Automated approaches to answer patient-posed health questions are rising, but selecting among systems requires reliable evaluation. The current gold standard for evaluating the free-text artificial intelligence (AI) responses--human expert review--is labor-intensive and slow, limiting scalability. Automated metrics are promising yet variably aligned with human judgments and often context-dependent. To address the feasibility of automating the evaluation of AI responses to hospitalization-related questions posed by patients, we conducted a large systematic study of evaluation approaches.

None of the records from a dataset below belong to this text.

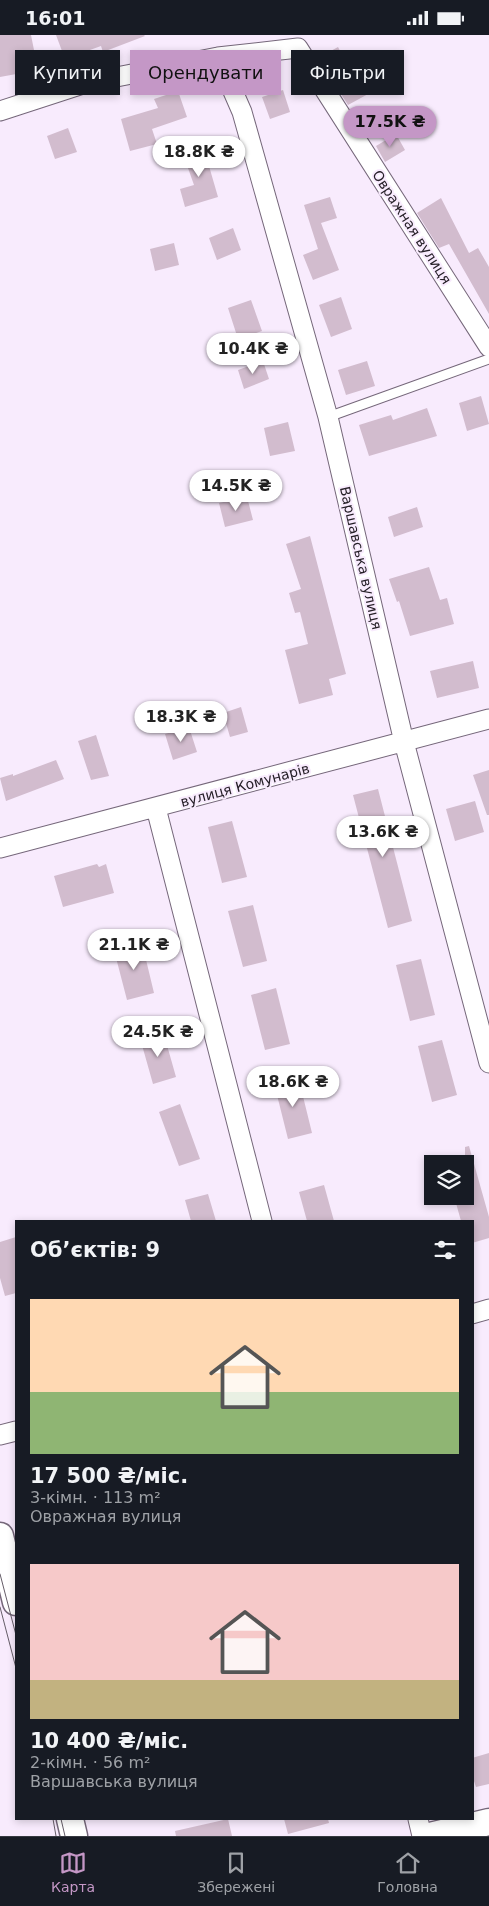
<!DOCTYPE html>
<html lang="uk">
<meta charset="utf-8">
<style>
body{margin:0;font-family:"DejaVu Sans",sans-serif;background:#20242c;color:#f1f3f6;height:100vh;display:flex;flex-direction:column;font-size:19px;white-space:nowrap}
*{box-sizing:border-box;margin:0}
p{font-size:16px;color:#9ea1a6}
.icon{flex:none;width:28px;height:28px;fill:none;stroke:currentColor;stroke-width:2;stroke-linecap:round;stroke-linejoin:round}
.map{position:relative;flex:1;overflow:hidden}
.drawer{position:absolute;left:15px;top:1185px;width:459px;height:600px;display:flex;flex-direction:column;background:#171b24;border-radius:0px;box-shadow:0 2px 8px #0003}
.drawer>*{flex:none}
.hud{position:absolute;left:15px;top:15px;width:460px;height:45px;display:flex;gap:10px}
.tools{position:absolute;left:424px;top:1120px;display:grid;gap:10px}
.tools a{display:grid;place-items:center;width:50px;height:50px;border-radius:0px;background:#171b24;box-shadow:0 2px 8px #0003;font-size:25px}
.price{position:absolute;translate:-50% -42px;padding:0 11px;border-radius:18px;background:#fff;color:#222;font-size:16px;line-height:32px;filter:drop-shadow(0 1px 2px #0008)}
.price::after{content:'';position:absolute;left:50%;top:30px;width:15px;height:11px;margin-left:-8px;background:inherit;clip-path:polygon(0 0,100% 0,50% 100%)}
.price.selected{background:#c497c6;color:#111}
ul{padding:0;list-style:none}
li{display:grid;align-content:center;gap:10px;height:265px;padding:0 15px}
li span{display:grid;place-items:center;height:155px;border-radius:0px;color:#555}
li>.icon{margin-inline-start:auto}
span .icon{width:90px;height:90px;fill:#fffc;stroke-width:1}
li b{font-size:21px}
h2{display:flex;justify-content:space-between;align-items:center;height:60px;padding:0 15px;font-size:21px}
.pill{padding:0 18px;border-radius:0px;background:#171b24;box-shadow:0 2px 8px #0003;font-size:18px;line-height:45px}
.pill.selected{background:#c497c6;color:#111}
.status{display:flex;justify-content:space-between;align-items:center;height:35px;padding:0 25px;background:#171b24;direction:ltr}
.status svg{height:14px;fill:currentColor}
.menu{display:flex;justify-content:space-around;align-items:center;height:70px;border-top:1px solid #363941;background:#171b24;font-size:14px;color:#9ea1a6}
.menu a{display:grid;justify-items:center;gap:2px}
.menu .selected{color:#c497c6}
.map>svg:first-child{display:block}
.building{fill:#d2bcce}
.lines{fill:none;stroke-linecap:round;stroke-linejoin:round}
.lane-casing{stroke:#75677a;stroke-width:11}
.street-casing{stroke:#75677a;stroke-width:21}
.secondary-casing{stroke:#75677a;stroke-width:29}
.lane{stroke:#fff;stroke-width:9}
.street{stroke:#fff;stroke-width:19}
.secondary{stroke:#fff;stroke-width:26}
.tram{stroke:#655d68;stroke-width:1}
.labels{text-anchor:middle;stroke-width:4;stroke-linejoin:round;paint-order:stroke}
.street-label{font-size:14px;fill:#262028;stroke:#f8ebfd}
</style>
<div class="status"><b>16:01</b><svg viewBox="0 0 49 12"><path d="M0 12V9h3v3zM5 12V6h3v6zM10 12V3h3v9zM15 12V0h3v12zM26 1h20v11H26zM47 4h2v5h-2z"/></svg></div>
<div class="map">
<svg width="489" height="1801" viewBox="0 0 489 1801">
<rect width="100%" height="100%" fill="#f8ebfd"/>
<path class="building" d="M0 0H31L38 35 0 42Z
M56 0H144L145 1 103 17 101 11 65 24Z
M338 12 355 44 360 41 370 58 348 70 318 23Z
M283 55 290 77 270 84 262 62Z
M178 56 187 82 152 94 157 109 130 116 121 84 158 73 154 64Z
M68 93 77 117 55 124 47 101Z
M396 99 405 115 385 127 376 111Z
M208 111 214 129 209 131 218 162 185 172 180 154 194 150 183 119Z
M330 162 337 183 321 188 339 235 313 245 303 220 318 214 304 170Z
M441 163 469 218 478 213 489 232V279L449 209 439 213 417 178Z
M233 193 241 215 217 225 209 203Z
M174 208 179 230 155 236 150 214Z
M341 262 352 294 331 302 319 270Z
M251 265 262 296 238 304 228 273Z
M263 326 269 344 244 354 238 335Z
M367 326 375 351 346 360 338 335Z
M481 361 489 389 467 396 459 368Z
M427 373 437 401 369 421 359 390 391 380 393 385Z
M288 387 295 416 270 421 264 393Z
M247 462 253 485 225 492 219 468Z
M417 472 423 492 394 502 388 482Z
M310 501 346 639 329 644 333 660 299 669 285 615 308 609 300 577 295 578 289 558 301 554 286 509Z
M429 532 440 565 447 563 454 589 410 601 399 566 397 567 389 544Z
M473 626 479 653 437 663 430 636Z
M241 672 248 697 230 702 223 678Z
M189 692 197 717 173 725 165 699Z
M96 700 109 741 91 745 78 706Z
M56 725 64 744 6 766 0 743 13 739V741Z
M489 735V780H487L473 740Z
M378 754 412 886 388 893 353 760Z
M475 766 484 797 455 806 446 774Z
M232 786 247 842 222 848 208 792Z
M97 829 99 832 106 829 114 858 63 872 54 841Z
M253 870 267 926 243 932 228 876Z
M142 908 154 958 127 965 114 915Z
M421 924 435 980 410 986 396 930Z
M276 953 290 1009 265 1015 251 960Z
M163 996 176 1042 153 1049 140 1003Z
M442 1005 457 1060 432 1067 418 1011Z
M298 1041 312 1098 288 1104 274 1048Z
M180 1069 200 1124 179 1131 159 1077Z
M469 1111 489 1182V1203L472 1208V1186H461L454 1161H465V1112Z
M324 1150 334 1186H307L299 1157Z
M208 1159 216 1186H191L185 1165Z
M16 1202V1258L5 1261 0 1243V1207Z
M489 1718V1749L476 1752 472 1740V1723Z
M228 1784 232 1801H176L175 1796Z
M284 1784H328L329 1788 288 1799Z"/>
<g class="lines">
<defs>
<path id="lane" d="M328 382 489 324"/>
<path id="street" d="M218 22 242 77 328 382 404 707 489 1028
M0 76 86 48 218 22 298 13 489 312
M156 773 262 1186
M0 813 489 684
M472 1279 489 1274
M0 1400 16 1396
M418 1784 422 1801"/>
<path id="secondary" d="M0 1501 16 1567
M70 1784 74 1801
M430 1801 489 1787"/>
</defs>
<use href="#lane" class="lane-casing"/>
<use href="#street" class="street-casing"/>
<use href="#secondary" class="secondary-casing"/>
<use href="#lane" class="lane"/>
<use href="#street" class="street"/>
<use href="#secondary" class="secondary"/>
<path class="tram" d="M0 1539 16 1600
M0 1572 16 1633
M53 1784 56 1801
M61 1784 65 1801"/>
</g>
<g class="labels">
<g class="street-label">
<text transform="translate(412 192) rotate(57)" y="5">Овражная вулиця</text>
<text transform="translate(361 523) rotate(77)" y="5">Варшавська вулиця</text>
<text transform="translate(245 750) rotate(-15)" y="5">вулиця Комунарів</text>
</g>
</g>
</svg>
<div class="tools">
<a><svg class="icon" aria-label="layers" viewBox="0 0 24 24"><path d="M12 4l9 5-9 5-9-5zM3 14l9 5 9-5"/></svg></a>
</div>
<b class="price selected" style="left:390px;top:113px">17.5K ₴</b>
<b class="price" style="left:199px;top:143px">18.8K ₴</b>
<b class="price" style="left:253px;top:340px">10.4K ₴</b>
<b class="price" style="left:236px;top:477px">14.5K ₴</b>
<b class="price" style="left:181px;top:708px">18.3K ₴</b>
<b class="price" style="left:383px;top:823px">13.6K ₴</b>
<b class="price" style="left:134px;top:936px">21.1K ₴</b>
<b class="price" style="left:158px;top:1023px">24.5K ₴</b>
<b class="price" style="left:293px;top:1073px">18.6K ₴</b>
<div class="hud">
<a class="pill">Купити</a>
<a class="pill selected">Орендувати</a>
<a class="pill">Фільтри</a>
</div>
<section class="drawer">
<h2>Об’єктів: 9<svg class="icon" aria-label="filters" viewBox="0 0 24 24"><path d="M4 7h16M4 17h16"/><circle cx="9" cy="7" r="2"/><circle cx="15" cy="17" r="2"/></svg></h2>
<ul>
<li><span style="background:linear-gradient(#ffd9b3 60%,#8fb573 0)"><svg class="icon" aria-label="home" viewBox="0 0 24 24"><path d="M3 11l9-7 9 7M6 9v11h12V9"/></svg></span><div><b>17 500 ₴/міс.</b><p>3-кімн. · 113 m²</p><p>Овражная вулиця</p></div></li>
<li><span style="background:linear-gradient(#f6c9c9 75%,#c2b280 0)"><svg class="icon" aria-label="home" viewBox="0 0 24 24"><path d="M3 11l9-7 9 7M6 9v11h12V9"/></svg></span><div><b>10 400 ₴/міс.</b><p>2-кімн. · 56 m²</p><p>Варшавська вулиця</p></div></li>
</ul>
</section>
</div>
<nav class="menu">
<a class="selected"><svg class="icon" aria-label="map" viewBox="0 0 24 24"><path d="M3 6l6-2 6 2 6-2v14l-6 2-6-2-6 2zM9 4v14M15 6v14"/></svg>Карта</a>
<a><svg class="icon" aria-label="saved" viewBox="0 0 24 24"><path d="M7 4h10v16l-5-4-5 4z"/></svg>Збережені</a>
<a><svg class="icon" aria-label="home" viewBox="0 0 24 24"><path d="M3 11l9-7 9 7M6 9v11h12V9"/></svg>Головна</a>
</nav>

Across 100 patient cases, we collected responses from 28 AI systems (2800 total) and assessed them along three dimensions: whether a system response (1) answers the question, (2) appropriately uses clinical note evidence, and (3) uses general medical knowledge. Using clinician-authored reference answers to anchor metrics, automated rankings closely matched expert ratings. Our findings suggest that carefully designed automated evaluation can scale comparative assessment of AI systems and support patient-clinician communication.

Paper Structure

This paper contains 10 sections, 3 figures, 4 tables.

Figures (3)

  • Figure 1: Kendall's $\tau$ correlations between system rankings induced by automated metrics (rows) and human‑judgment rankings under two rank‑aggregation schemes (Pyramid and MACE) across the three evaluation dimensions. Cells encode $\tau$ (-1 to +1; blue $\rightarrow$ red). Rows are grouped and color-coded by metric type (legend) and are ordered by $\tau$ for answers‑question under the Pyramid scheme. Metrics tagged (human) use clinician‑authored answers as ground truth, whereas metrics without this tag use clinical note sentences annotated as essential for comparison.
  • Figure 2: Agreement between Pyramid and MACE rankings. Each panel (rows: answers‑question, uses‑evidence, uses‑knowledge; columns: MACE, MACE with 2 annotations, MACE with 1 annotation) plots MACE rank (y; 1=best) against Pyramid rank (x; 1=best) for n=28 systems; the dashed line marks perfect agreement. Kendall's $\tau$ is annotated in each panel.
  • Figure 3: Case‑level performance across systems using the Pyramid scheme. Top row: histograms of across‑system mean scores for each case on the three dimensions (answers‑question, uses‑evidence, uses‑knowledge); vertical dashed lines mark the first (Q1) and third (Q3) quartiles. Bottom row: per‑case mean score (higher = easier) versus across‑system standard deviation, with points colored by difficulty level (scatter plot legend). Cases are labeled as difficult if their mean falls at or below Q1, easy if it falls at or above Q3, and moderate otherwise.